Il trucco? Basta guardare i pop corn con occhi diversi e considerarli dei veri e propri ingredienti, adatti per ricette dolci o salate.

Ecco allora qualche esempio sugli usi alternativi dei pop corn

Come contorno in un secondo di terra

Ebbene sì, i pop corn si prestano anche a giocare il ruolo di contorno in un piatto a base di carne. Lo chef del Ronchettino Federico Sisti, per esempio, è autore di un interessante fuori carta, realizzato proprio con i chicchi di mais scoppiati: Lingua di vitello alla griglia con saba, scalogno glassato allo jus di vitello, crema di topinambur e pop corn.

“Il pop corn è cotto con olio extra vergine d’oliva ed è salato con fior di sale”, racconta lo chef. La sua funzione? “È come se fosse il contorno del piatto stesso: la rotondità del mais si sposa con la crema di topinambur e accompagna la lingua con una nota leggermente croccante”, spiega Sisti. “La crema di topinambur al palato ricorda il sapore del mais, quindi il pop corn diventa un filo conduttore”, aggiunge. Un contorno capace di esaltare analogie e contrasti, in una ricetta che gioca con il gusto rotondo del topinambur e del mais e il dolce-agro del mosto cotto, ma anche con la consistenza tenera della lingua e il croccante del pop corn.

Credit: Courtesy of Federico Sisti 

Per preparare il gelato e farcire un dolce

Con i dessert, i pop corn hanno un certo feeling.
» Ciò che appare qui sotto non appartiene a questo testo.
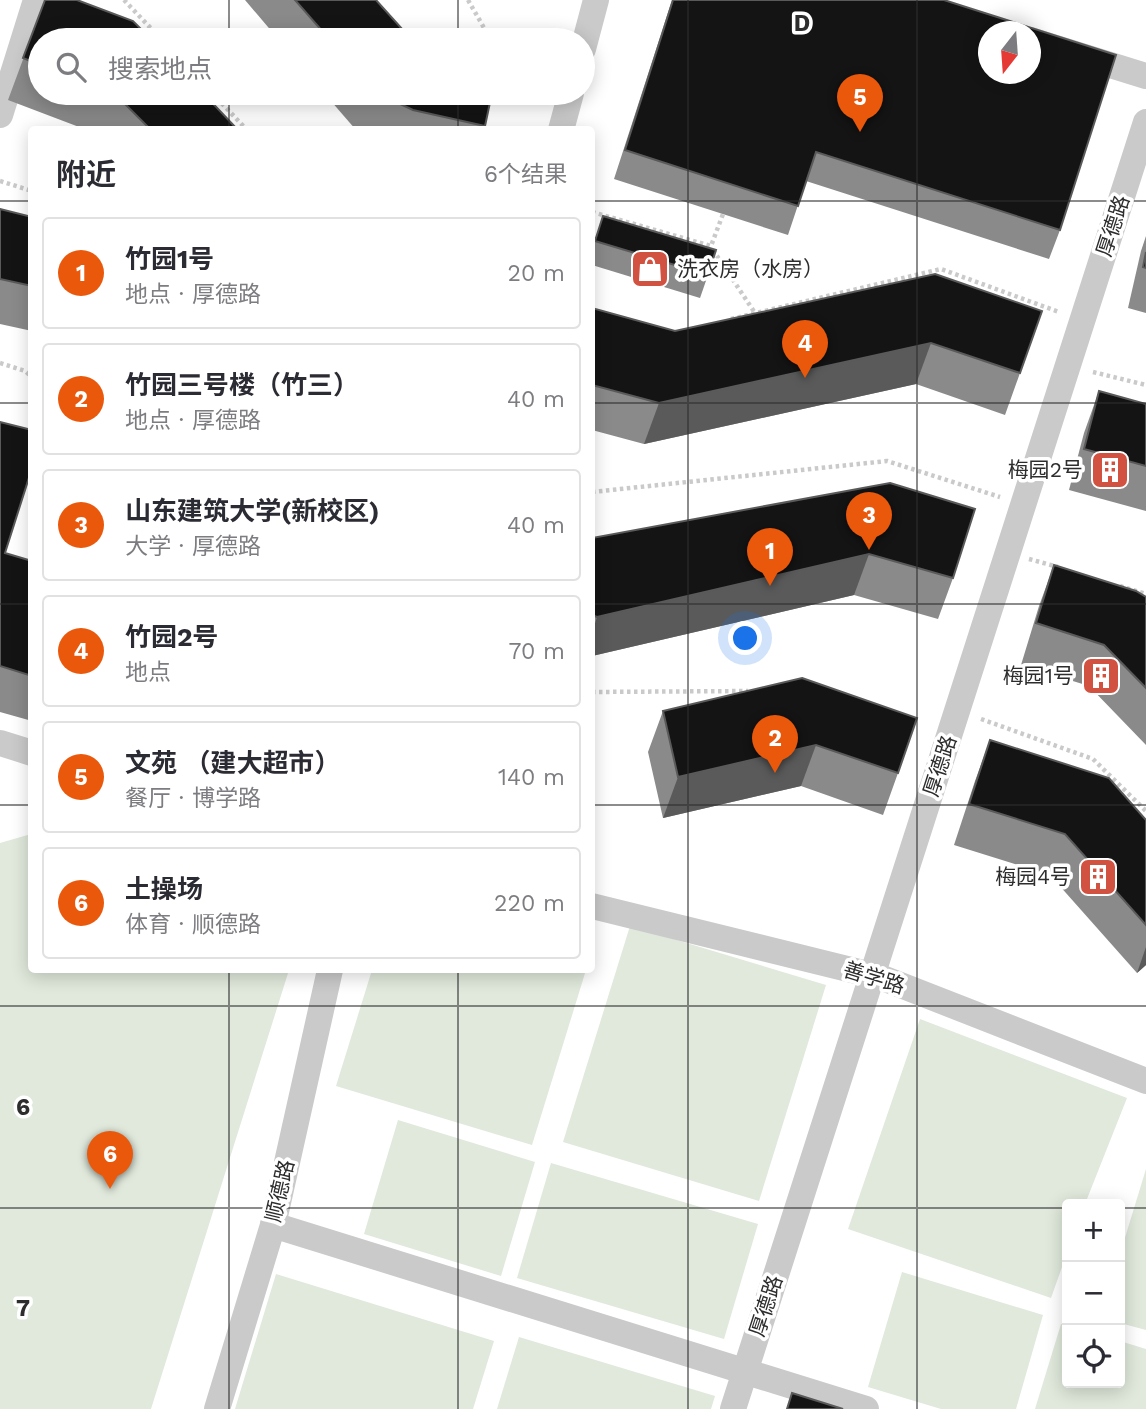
<!DOCTYPE html>
<html lang="zh">
<meta charset="utf-8">
<style>
body{margin:0;font-family:"Work Sans","Noto Sans SC",sans-serif;background:#f7f7f7;color:#2b2b33}
.controls{position:absolute;right:21px;bottom:21px;display:grid;overflow:hidden;border-radius:7px;box-shadow:0 4px 18px #0003}
.controls button{width:63px;height:63px;display:grid;place-items:center;padding:0;border:0;border-bottom:2px solid #e1e1e2;background:#fff;color:#2b2b33;font:35px sans-serif}
.compass{position:absolute;left:978px;top:21px;width:63px;height:63px;border-radius:50%;background:#fff;box-shadow:0 4px 18px #0003;rotate:197deg}
.you{position:absolute;left:746px;top:639px;width:24px;height:24px;margin:-18px;border:5px solid #fff;border-radius:50%;background:#1a73e8;box-shadow:0 0 0 10px #1a73e833}
.badge{display:grid;place-items:center;width:46px;height:46px;border-radius:50%;background:#ea580c;color:#fff;font-size:23px;font-weight:700}
.pin{position:absolute;translate:-50% -58px;filter:drop-shadow(0 2px 4px #0008)}
.pin::after{content:'';position:absolute;top:37px;width:24px;height:21px;background:inherit;clip-path:polygon(0 0,100% 0,50% 100%)}
.list{margin:0;padding:0;list-style:none}
h2{display:flex;justify-content:space-between;align-items:center;height:91px;margin:0;padding:0 28px;font-size:30px}
h2 small{font-size:23px;font-weight:400;color:#7c7c81}
.list li{display:grid;grid-template-columns:46px 1fr auto;gap:21px;align-items:center;box-sizing:border-box;height:112px;margin:0 14px 14px;padding:0 14px;border:2px solid #e1e1e2;border-radius:7px}
.list b{display:block;font-size:26px;white-space:nowrap}
.list p{margin:0;font-size:23px;white-space:nowrap;color:#7c7c81}
.list em{font-size:23px;font-style:normal;color:#7c7c81}
.icon{flex:none;width:38px;height:38px;fill:none;stroke:currentColor;stroke-width:2;stroke-linecap:round;stroke-linejoin:round}
.map{position:relative;flex:none;width:1146px;height:1409px;overflow:hidden}
.search{position:absolute;background:#fff;box-shadow:0 4px 18px #0003;left:28px;top:28px;width:567px;height:77px;display:flex;align-items:center;gap:18px;box-sizing:border-box;padding:0 24px;border-radius:38px;color:#7c7c81;font-size:26px}
.panel{position:absolute;background:#fff;box-shadow:0 4px 18px #0003;left:28px;top:126px;width:567px;height:847px;border-radius:7px}
.map>svg:first-child{display:block}
.pitch{fill:#e0e9dc}
.lines{fill:none;stroke-linecap:round;stroke-linejoin:round}
.path{stroke:#cacaca;stroke-width:4.5;stroke-dasharray:3.5 3.5;stroke-linecap:butt}
.street{stroke:#cacaca;stroke-width:26}
.wall{fill:#8a8a8a}
.shaded-wall{fill:#5a5a5a}
.building{fill:#141414;stroke:#5a5a5a;stroke-width:2;fill-rule:evenodd}
.grid{fill:none;stroke:#2d2d2d;stroke-width:2;stroke-opacity:0.55}
.labels{text-anchor:middle;stroke-width:7;stroke-linejoin:round;paint-order:stroke}
.street-label{font-size:21px;fill:#2d2d2d;stroke:#fff}
.poi-label{font-size:21px;fill:#2d2d2d;stroke:#fff;text-anchor:end}
.grid-label{font-size:23px;text-anchor:middle;font-weight:bold;fill:#2d2d2d;stroke:#fff;stroke-width:7;stroke-linejoin:round;paint-order:stroke}
</style>
<div class="map">
<svg width="1146" height="1409" viewBox="0 0 1146 1409">
<rect width="100%" height="100%" fill="#fff"/>
<g class="pitch">
<polygon points="31,834 32,970 289,970 151,1409 0,1409 0,843"/>
<polygon points="630,926 826,985 759,1201 563,1142"/>
<polygon points="372,970 586,970 532,1145 336,1086"/>
<polygon points="920,1019 1127,1098 1085,1204 1067,1204 1067,1253 1051,1298 848,1229"/>
<polygon points="398,1120 535,1162 501,1276 364,1234"/>
<polygon points="551,1163 758,1224 724,1339 517,1278"/>
<polygon points="1146,1169 1146,1330 1120,1323 1120,1254"/>
<polygon points="902,1272 1043,1315 1016,1409 941,1409 868,1387"/>
<polygon points="276,1274 494,1341 473,1409 235,1409"/>
<polygon points="1061,1324 1067,1326 1067,1383 1120,1383 1120,1341 1146,1349 1146,1409 1035,1409"/>
<polygon points="519,1337 715,1396 711,1409 497,1409"/>
</g>
<g class="lines">
<g class="path">
<polyline points="124,0 162,40"/>
<polyline points="468,0 487,33 496,40"/>
<polyline points="212,93 247,130"/>
<polyline points="0,181 32,191"/>
<polyline points="592,212 711,246 723,214"/>
<polyline points="713,250 755,313"/>
<polyline points="731,319 941,269 1059,312"/>
<polyline points="0,363 25,371 32,377"/>
<polyline points="1093,372 1146,385"/>
<polyline points="592,492 887,461 1000,497"/>
<polyline points="1029,559 1058,567"/>
<polyline points="1120,586 1146,594"/>
<polyline points="592,692 748,691"/>
<polyline points="981,719 1093,759 1146,811"/>
</g>
<g class="street">
<polyline points="1030,40 1146,76"/>
<polyline points="583,49 596,0"/>
<polyline points="0,115 36,0"/>
<polyline points="561,130 571,93"/>
<polyline points="0,743 32,753"/>
<polyline points="592,906 880,977 1146,1081"/>
<polyline points="273,1225 866,1409"/>
<polyline points="217,1409 273,1225 330,970"/>
<polyline points="733,1409 1146,122"/>
</g>
</g>
<g class="wall">
<polygon points="45,0 40,40 40,93 203,93 238,130 87,130 8,100"/>
<polygon points="245,0 376,0 412,40 279,40"/>
<polygon points="672,0 944,0 1060,230 1049,259 806,181 788,235 614,179"/>
<polygon points="324,93 492,93 483,130 356,130"/>
<polygon points="0,209 32,217 32,331 0,324"/>
<polygon points="603,216 708,275 700,298 592,265 592,248"/>
<polygon points="1146,236 1146,313 1128,308 1141,251"/>
<polygon points="935,274 1020,373 1005,415 916,384 644,444 592,430 592,308 675,331"/>
<polygon points="1099,391 1146,404 1146,511 1069,490 1084,433"/>
<polygon points="0,422 5,553 32,561 32,721 0,712"/>
<polygon points="890,483 953,578 938,619 854,595 592,656 592,538"/>
<polygon points="1054,565 1146,597 1146,745 1089,686 1021,665 1039,606"/>
<polygon points="802,678 898,773 883,815 801,786 663,818 648,752 663,711"/>
<polygon points="990,740 1146,820 1146,965 1137,973 1050,875 954,845 975,781"/>
</g>
<g class="shaded-wall">
<polygon points="931,343 916,384 644,444 659,403"/>
<polygon points="869,554 854,595 592,656 592,633 597,617"/>
<polygon points="816,745 801,786 663,818 678,777"/>
<polygon points="1146,947 1146,965 1137,973"/>
</g>
<g class="building">
<polygon points="45,0 77,0 133,21 152,40 40,40 40,65 23,58"/>
<polygon points="295,0 376,0 412,40 330,40"/>
<path d="M673 0H944L1116 55 1060 230 816 152 798 206 625 150ZM989 32H1031V74H989Z"/>
<polygon points="114,93 203,93 238,130 151,130"/>
<polygon points="377,93 492,93 485,126 413,110"/>
<polygon points="0,209 32,217 32,286 0,279"/>
<polygon points="603,216 716,250 708,275 595,241"/>
<polygon points="1146,252 1146,268 1143,267"/>
<polygon points="935,274 1042,311 1020,373 931,343 659,403 592,385 592,308 675,331"/>
<polygon points="1099,391 1146,404 1146,466 1084,449"/>
<polygon points="0,422 32,430 32,468 5,553 32,561 32,676 0,666"/>
<polygon points="890,483 975,509 953,578 869,554 597,617 592,615 592,538"/>
<polygon points="1054,565 1136,591 1146,597 1146,688 1104,645 1036,623"/>
<polygon points="802,678 917,718 898,773 816,745 678,777 663,711"/>
<polygon points="990,740 1109,778 1146,820 1146,925 1065,834 969,804"/>
<polygon points="792,1393 843,1409 787,1409"/>
</g>
<path class="grid" d="M229 0V40M458 0V40M688 0V1409M917 0V1409M229 93V130M458 93V130M0 201H32M592 201H1146M0 403H32M592 403H1146M0 604H32M592 604H1146M0 805H32M592 805H1146M229 970V1409M458 970V1409M0 1006H1146M0 1208H1067M1120 1208H1146"/>
<defs>
<symbol id="shop-square" viewBox="-11 -11 22 22"><rect x="-9" y="-9" width="18" height="18" rx="4" fill="#d25241" stroke="#fff"/><path d="M-5-2.5h2.3a2.7 3.5 0 0 1 5.4 0H5L5.5 6h-11ZM-1.5-2.5h3a1.5 2.3 0 0 0-3 0Z" fill="#fff"/></symbol>
<symbol id="building-square" viewBox="-11 -11 22 22"><rect x="-9" y="-9" width="18" height="18" rx="4" fill="#d25241" stroke="#fff"/><path d="M-4-6H4V6H1V3H-1V6H-4ZM-2.5-4.3h1.7v1.8h-1.7ZM.8-4.3h1.7v1.8H.8ZM-2.5-1h1.7V.8h-1.7ZM.8-1h1.7V.8H.8Z" fill="#fff"/></symbol>
</defs>
<g fill-rule="evenodd">
<use href="#shop-square" x="628" y="247" width="44" height="44"/>
<use href="#building-square" x="1088" y="448" width="44" height="44"/>
<use href="#building-square" x="1079" y="654" width="44" height="44"/>
<use href="#building-square" x="1076" y="855" width="44" height="44"/>
</g>
<g class="labels">
<g class="street-label">
<text transform="translate(1113 226) rotate(-72)" y="7">厚德路</text>
<text transform="translate(940 766) rotate(-72)" y="7">厚德路</text>
<text transform="translate(874 978) rotate(17)" y="7">善学路</text>
<text transform="translate(280 1191) rotate(-77)" y="7">顺德路</text>
<text transform="translate(766 1306) rotate(-72)" y="7">厚德路</text>
</g>
<g class="poi-label">
<text x="677" y="276" text-anchor="start">洗衣房（水房）</text>
<text x="1083" y="477">梅园2号</text>
<text x="1074" y="683">梅园1号</text>
<text x="1071" y="884">梅园4号</text>
</g>
</g>
<g class="grid-label">
<text x="802" y="31">D</text>
<text x="23" y="1115">6</text>
<text x="23" y="1316">7</text>
</g>
</svg>
<div class="controls">
<button>+</button>
<button>−</button>
<button><svg class="icon" aria-label="locate" viewBox="0 0 24 24"><circle cx="12" cy="12" r="6"/><path d="M12 2v4M12 18v4M2 12h4M18 12h4"/></svg></button>
</div>
<svg class="compass" viewBox="-18 -18 36 36"><path d="M0-13l5 13h-10z" fill="#e53935"/><path d="M0 13l5-13h-10z" fill="#7c7c81"/></svg>
<div class="you"></div>
<div class="pin badge" style="left:770px;top:586px">1</div>
<div class="pin badge" style="left:775px;top:773px">2</div>
<div class="pin badge" style="left:869px;top:550px">3</div>
<div class="pin badge" style="left:805px;top:378px">4</div>
<div class="pin badge" style="left:860px;top:132px">5</div>
<div class="pin badge" style="left:110px;top:1189px">6</div>
<div class="search"><svg class="icon" aria-label="search" viewBox="0 0 24 24"><circle cx="10" cy="10" r="6"/><path d="M15 15l6 6"/></svg>搜索地点</div>
<section class="panel">
<h2>附近<small>6个结果</small></h2>
<ul class="list">
<li><span class="badge">1</span><div><b>竹园1号</b><p>地点 · 厚德路</p></div><em>20 m</em></li>
<li><span class="badge">2</span><div><b>竹园三号楼（竹三）</b><p>地点 · 厚德路</p></div><em>40 m</em></li>
<li><span class="badge">3</span><div><b>山东建筑大学(新校区)</b><p>大学 · 厚德路</p></div><em>40 m</em></li>
<li><span class="badge">4</span><div><b>竹园2号</b><p>地点</p></div><em>70 m</em></li>
<li><span class="badge">5</span><div><b>文苑 （建大超市）</b><p>餐厅 · 博学路</p></div><em>140 m</em></li>
<li><span class="badge">6</span><div><b>土操场</b><p>体育 · 顺德路</p></div><em>220 m</em></li>
</ul>
</section>
</div>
Soprattutto quando cambiano completamente consistenza e temperatura e vengono trasformati in gelato. Lo sa bene lo chef Roberto Di Pinto del milanese Sine Ristorante Gastrocratico, che nel suo dolce Sacro e Profano, farcisce un babà al rum con il gelato al pop corn, completando con una finitura di pop corn salati e caramellati.
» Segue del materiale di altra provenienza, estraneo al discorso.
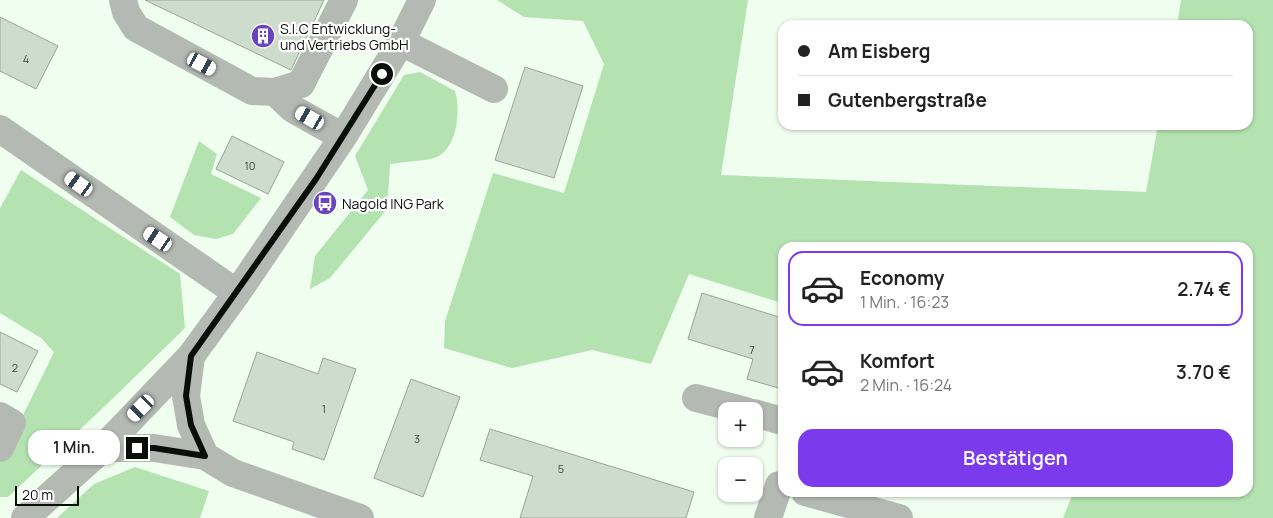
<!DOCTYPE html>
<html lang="de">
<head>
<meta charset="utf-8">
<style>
	body { margin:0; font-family:Manrope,sans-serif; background:#f2f2f2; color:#222; height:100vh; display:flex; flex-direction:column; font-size:19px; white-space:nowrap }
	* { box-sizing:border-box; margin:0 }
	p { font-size:16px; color:#767676 }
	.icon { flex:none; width:28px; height:28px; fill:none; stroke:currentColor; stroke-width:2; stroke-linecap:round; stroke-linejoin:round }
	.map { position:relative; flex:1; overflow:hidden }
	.details { position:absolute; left:778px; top:242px; width:475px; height:255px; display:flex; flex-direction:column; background:#fff; border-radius:15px; box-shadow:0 1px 4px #0004 }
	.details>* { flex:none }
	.banner { position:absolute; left:778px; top:20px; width:475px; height:110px; border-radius:15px; box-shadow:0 1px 4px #0004; display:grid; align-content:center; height:110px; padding:0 20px; background:#fff }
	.tools { position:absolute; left:718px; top:402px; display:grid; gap:10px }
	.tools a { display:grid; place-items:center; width:45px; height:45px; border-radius:10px; background:#fff; box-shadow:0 1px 4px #0004; font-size:25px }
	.scale { position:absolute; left:15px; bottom:12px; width:64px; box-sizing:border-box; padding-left:5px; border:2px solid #090e09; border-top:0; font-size:14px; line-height:18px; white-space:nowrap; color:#090e09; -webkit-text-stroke:4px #fff; paint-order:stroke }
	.end { position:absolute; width:22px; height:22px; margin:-11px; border:6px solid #090e09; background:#fff; box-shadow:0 0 0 2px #fff }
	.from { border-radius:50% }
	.bubble { position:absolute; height:35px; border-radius:15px; background:#fff; box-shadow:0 1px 4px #0004; font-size:16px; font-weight:600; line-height:35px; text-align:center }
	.car { position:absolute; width:15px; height:30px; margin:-15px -8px; border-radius:6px; box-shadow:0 0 4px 1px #0007; background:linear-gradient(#fff 24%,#345 0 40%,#fff 0 76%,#345 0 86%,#fff 0) }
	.banner b { display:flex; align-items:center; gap:18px; height:48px; font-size:19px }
	.banner b+b { border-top:1px solid #e0e0e0 }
	.banner i { width:12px; height:12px; background:#222 }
	ul { padding:9px 0 0; list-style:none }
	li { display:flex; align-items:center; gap:15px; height:75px; margin:0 10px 8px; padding:0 10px; border:2px solid transparent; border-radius:15px }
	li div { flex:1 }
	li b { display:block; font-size:19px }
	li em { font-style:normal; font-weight:600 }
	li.on { border-color:#7c3aed }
	li>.icon { width:45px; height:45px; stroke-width:1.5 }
	.primary-button { display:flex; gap:10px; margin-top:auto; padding:10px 20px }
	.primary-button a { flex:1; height:58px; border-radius:15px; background:#7c3aed; color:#fff; font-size:20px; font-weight:600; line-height:58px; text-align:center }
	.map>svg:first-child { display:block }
	.green { fill:#b4e2b0 }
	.building { fill:#cedccd; stroke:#98a596 }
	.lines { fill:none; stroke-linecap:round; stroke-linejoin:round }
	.minor { stroke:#b4bab3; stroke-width:28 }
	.route { stroke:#090e09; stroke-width:6 }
	.labels { text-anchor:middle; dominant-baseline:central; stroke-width:4.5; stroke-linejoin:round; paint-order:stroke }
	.number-label { font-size:11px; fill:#3a423a }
	.poi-label { font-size:14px; fill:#090e09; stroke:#fff; text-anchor:start }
</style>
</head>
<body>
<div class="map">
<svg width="1273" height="518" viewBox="0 0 1273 518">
	<rect width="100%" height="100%" fill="#effeee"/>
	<path class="green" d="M497,0H748L721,175L1146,192L1158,125H1248V25H1177L1181,0H1273V518H1063L1073,493L1248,492V248H782V303L689,274L651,364L592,350L512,368L444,348L445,321L493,173L564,193L604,64L583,21L524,17Z
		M420,72L455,91C461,111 457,147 437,157C428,161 401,162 390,164L387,209L330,278L310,289L315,256L368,190L355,156L404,75Z
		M199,141L217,154L211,174L261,198L233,234L216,239L194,235L170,217Z
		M21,170L180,274L185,328L106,405L8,497H0V462L54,352L41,338L0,313V208Z
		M135,467L209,491L200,518H57L94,484Z"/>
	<path class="building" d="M145,0H324L291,70Z
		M0,17L58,46L36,89L0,71Z
		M525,67L583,86L554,178L495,160Z
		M232,136L284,162L268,194L216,169Z
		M702,293L782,318V389L747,379L753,359L688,339Z
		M0,332L38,351L17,392L0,384Z
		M257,352L318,374L323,358L356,369L324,460L292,449L294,442L233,421Z
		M411,379L460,397L423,497L374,478Z
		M490,429L694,492L686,518H520L533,476L480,460Z"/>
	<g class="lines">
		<path class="minor" d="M123,0L126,12L136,28L252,91L275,92L301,84L344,0
			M401,42L494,89
			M275,92L293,109L343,137
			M0,129L237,293
			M191,356L186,396L191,425L205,456
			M696,398L746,411
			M754,413L782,421
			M0,416L12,423L0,448
			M103,448H154L205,456L233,473L360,518
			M805,492L899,518
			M25,518L103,448L191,356L237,293L343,137L401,42L422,0
			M768,518L779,485L782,486"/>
	</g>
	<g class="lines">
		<path class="route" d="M137,448H154L205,456L191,425L186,396L191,356L316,179L382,74"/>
	</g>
	<defs>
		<g id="building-disc" transform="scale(1.25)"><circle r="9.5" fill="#6a44bd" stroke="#fff"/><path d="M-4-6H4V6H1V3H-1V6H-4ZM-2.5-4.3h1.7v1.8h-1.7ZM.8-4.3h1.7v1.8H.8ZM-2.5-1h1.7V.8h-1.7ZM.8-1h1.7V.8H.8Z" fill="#fff"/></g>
		<g id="bus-disc" transform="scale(1.25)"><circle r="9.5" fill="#6a44bd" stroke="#fff"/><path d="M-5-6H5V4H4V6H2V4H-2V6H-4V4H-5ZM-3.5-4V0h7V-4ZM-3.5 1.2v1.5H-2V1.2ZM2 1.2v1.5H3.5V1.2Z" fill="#fff"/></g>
	</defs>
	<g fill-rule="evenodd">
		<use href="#building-disc" x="263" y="36"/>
		<use href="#bus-disc" x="325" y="203"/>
	</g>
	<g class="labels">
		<g class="number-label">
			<text x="26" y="58">4</text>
			<text x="250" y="165">10</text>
			<text x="752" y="349">7</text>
			<text x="15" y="367">2</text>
			<text x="324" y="408">1</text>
			<text x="417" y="438">3</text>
			<text x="561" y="468">5</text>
		</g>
		<g class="poi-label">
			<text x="280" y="28">S.I.C Entwicklung-<tspan x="280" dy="16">und Vertriebs GmbH</tspan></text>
			<text x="342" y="203">Nagold ING Park</text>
		</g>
	</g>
</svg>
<div class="tools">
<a>+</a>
<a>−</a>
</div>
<div class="scale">20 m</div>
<i class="end from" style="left:382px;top:74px"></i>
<i class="end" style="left:137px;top:448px"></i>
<div class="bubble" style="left:28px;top:430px;width:92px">1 Min.</div>
<i class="car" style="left:202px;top:64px;rotate:118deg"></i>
<i class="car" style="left:310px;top:118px;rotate:300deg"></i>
<i class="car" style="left:79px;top:184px;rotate:305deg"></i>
<i class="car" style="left:158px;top:239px;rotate:304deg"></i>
<i class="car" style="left:141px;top:408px;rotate:224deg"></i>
<div class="banner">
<b><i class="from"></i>Am Eisberg</b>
<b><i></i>Gutenbergstraße</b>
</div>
<section class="details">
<ul>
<li class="on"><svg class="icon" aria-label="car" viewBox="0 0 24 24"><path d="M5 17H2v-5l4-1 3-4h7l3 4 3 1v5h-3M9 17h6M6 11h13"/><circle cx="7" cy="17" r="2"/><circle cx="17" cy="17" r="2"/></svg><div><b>Economy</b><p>1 Min. · 16:23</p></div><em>2.74 €</em></li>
<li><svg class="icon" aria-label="car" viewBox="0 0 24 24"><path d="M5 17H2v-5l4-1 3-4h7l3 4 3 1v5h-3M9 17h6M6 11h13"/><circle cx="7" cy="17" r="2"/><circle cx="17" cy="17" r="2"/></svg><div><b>Komfort</b><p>2 Min. · 16:24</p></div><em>3.70 €</em></li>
</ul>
<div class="primary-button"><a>Bestätigen</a></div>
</section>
</div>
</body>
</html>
“Parto da una base di gelato al fiordilatte con meno panna (il rapporto è un litro di latte e 150 grammi di panna). Poi, metto in infusione per 40 minuti i pop corn già scoppiati (il rapporto è 300 grammi di pop corn per ogni litro di base per il gelato), coprendo la pentola con una pellicola alimentare - ovviamente la base del gelato deve essere calda. Dopodiché, i pop corn si frullano e si setacciano due volte con il colino a maglia fine. In ultimo, si inserisce il tutto nella gelatiera, per ottenere il gelato al pop corn”, spiega lo chef. Anche in questa ricetta dolce, il pop corn diventa protagonista, nel doppio ruolo di farcitura e guarnizione: un gioco zuccherino di consistenze morbide e croccanti.

Credit: Modestino Tozzi

Come ingrediente e topping di creazioni mixologiche

Un’altra idea può essere quella di usare i pop corn nella preparazione di drink alternativi, sia come topping sia sotto forma di sciroppo. Se poi vi procurate un bicchiere adatto, a forma di cono per pop corn, con tanto di cannuccia, avete fatto bingo.

È così che presenta il suo Over the pop il bar manager del Four Seasons Hotel Milano Luca Angeli: una creazione a base di rum aromatizzato all’ananas, succo di mango, succo di lime, sciroppo di pop corn e ginger beer. Come topping? Una cascata di pop corn, naturalmente. Altro che cinema.